- **To do**: Print all records exactly, leaving nothing out.

- **Stored items**:
● ● ●

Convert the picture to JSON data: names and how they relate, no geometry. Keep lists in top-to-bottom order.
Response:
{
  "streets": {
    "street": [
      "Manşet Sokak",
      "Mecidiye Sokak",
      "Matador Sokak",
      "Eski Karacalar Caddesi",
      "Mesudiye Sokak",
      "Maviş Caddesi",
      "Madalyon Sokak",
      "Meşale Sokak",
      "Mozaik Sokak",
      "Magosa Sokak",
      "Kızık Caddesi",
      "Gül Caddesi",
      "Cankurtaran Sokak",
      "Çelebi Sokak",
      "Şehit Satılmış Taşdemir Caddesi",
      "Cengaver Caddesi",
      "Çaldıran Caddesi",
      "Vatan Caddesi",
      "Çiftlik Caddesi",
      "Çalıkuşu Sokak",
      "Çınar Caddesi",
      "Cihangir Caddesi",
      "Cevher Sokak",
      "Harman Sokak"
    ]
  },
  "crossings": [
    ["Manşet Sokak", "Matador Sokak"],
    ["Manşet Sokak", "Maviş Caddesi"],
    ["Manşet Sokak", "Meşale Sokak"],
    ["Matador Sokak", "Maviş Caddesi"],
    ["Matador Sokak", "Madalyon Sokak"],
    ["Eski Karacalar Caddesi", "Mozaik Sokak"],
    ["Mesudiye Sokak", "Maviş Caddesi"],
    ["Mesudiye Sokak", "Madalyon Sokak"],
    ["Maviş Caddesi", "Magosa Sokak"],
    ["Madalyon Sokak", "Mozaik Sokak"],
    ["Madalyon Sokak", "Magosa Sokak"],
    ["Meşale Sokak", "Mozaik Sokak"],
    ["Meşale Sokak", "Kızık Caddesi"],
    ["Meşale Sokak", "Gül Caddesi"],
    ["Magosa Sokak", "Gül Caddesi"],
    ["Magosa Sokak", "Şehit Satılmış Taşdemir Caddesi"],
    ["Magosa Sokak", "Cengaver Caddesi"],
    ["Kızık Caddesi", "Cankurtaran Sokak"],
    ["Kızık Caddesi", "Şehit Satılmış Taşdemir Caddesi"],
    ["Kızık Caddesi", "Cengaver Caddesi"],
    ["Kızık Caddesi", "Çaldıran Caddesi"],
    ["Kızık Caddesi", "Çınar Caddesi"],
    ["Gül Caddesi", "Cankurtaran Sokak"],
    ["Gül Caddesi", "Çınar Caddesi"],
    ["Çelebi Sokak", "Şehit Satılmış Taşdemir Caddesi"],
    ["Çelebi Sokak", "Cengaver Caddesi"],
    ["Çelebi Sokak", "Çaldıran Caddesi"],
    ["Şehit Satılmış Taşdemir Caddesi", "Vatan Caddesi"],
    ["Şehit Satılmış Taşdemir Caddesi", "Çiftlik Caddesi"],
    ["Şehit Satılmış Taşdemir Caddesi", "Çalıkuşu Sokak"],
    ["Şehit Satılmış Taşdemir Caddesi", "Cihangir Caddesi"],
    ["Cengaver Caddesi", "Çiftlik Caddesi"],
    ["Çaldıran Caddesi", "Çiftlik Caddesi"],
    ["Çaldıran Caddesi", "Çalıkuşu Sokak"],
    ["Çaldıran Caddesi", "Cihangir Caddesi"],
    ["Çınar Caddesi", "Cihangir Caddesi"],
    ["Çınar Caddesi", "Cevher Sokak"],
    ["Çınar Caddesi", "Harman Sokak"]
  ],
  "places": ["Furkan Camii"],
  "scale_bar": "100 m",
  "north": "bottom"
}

● ● ●

- **Reply**:
Convert the picture to JSON data: names and how they relate, no geometry. Keep lists in top-to-bottom order.
Response:
{
  "streets": {
    "street": [
      "Manşet Sokak",
      "Mecidiye Sokak",
      "Matador Sokak",
      "Eski Karacalar Caddesi",
      "Mesudiye Sokak",
      "Maviş Caddesi",
      "Madalyon Sokak",
      "Meşale Sokak",
      "Mozaik Sokak",
      "Magosa Sokak",
      "Kızık Caddesi",
      "Gül Caddesi",
      "Cankurtaran Sokak",
      "Çelebi Sokak",
      "Şehit Satılmış Taşdemir Caddesi",
      "Cengaver Caddesi",
      "Çaldıran Caddesi",
      "Vatan Caddesi",
      "Çiftlik Caddesi",
      "Çalıkuşu Sokak",
      "Çınar Caddesi",
      "Cihangir Caddesi",
      "Cevher Sokak",
      "Harman Sokak"
    ]
  },
  "crossings": [
    ["Manşet Sokak", "Matador Sokak"],
    ["Manşet Sokak", "Maviş Caddesi"],
    ["Manşet Sokak", "Meşale Sokak"],
    ["Matador Sokak", "Maviş Caddesi"],
    ["Matador Sokak", "Madalyon Sokak"],
    ["Eski Karacalar Caddesi", "Mozaik Sokak"],
    ["Mesudiye Sokak", "Maviş Caddesi"],
    ["Mesudiye Sokak", "Madalyon Sokak"],
    ["Maviş Caddesi", "Magosa Sokak"],
    ["Madalyon Sokak", "Mozaik Sokak"],
    ["Madalyon Sokak", "Magosa Sokak"],
    ["Meşale Sokak", "Mozaik Sokak"],
    ["Meşale Sokak", "Kızık Caddesi"],
    ["Meşale Sokak", "Gül Caddesi"],
    ["Magosa Sokak", "Gül Caddesi"],
    ["Magosa Sokak", "Şehit Satılmış Taşdemir Caddesi"],
    ["Magosa Sokak", "Cengaver Caddesi"],
    ["Kızık Caddesi", "Cankurtaran Sokak"],
    ["Kızık Caddesi", "Şehit Satılmış Taşdemir Caddesi"],
    ["Kızık Caddesi", "Cengaver Caddesi"],
    ["Kızık Caddesi", "Çaldıran Caddesi"],
    ["Kızık Caddesi", "Çınar Caddesi"],
    ["Gül Caddesi", "Cankurtaran Sokak"],
    ["Gül Caddesi", "Çınar Caddesi"],
    ["Çelebi Sokak", "Şehit Satılmış Taşdemir Caddesi"],
    ["Çelebi Sokak", "Cengaver Caddesi"],
    ["Çelebi Sokak", "Çaldıran Caddesi"],
    ["Şehit Satılmış Taşdemir Caddesi", "Vatan Caddesi"],
    ["Şehit Satılmış Taşdemir Caddesi", "Çiftlik Caddesi"],
    ["Şehit Satılmış Taşdemir Caddesi", "Çalıkuşu Sokak"],
    ["Şehit Satılmış Taşdemir Caddesi", "Cihangir Caddesi"],
    ["Cengaver Caddesi", "Çiftlik Caddesi"],
    ["Çaldıran Caddesi", "Çiftlik Caddesi"],
    ["Çaldıran Caddesi", "Çalıkuşu Sokak"],
    ["Çaldıran Caddesi", "Cihangir Caddesi"],
    ["Çınar Caddesi", "Cihangir Caddesi"],
    ["Çınar Caddesi", "Cevher Sokak"],
    ["Çınar Caddesi", "Harman Sokak"]
  ],
  "places": ["Furkan Camii"],
  "scale_bar": "100 m",
  "north": "bottom"
}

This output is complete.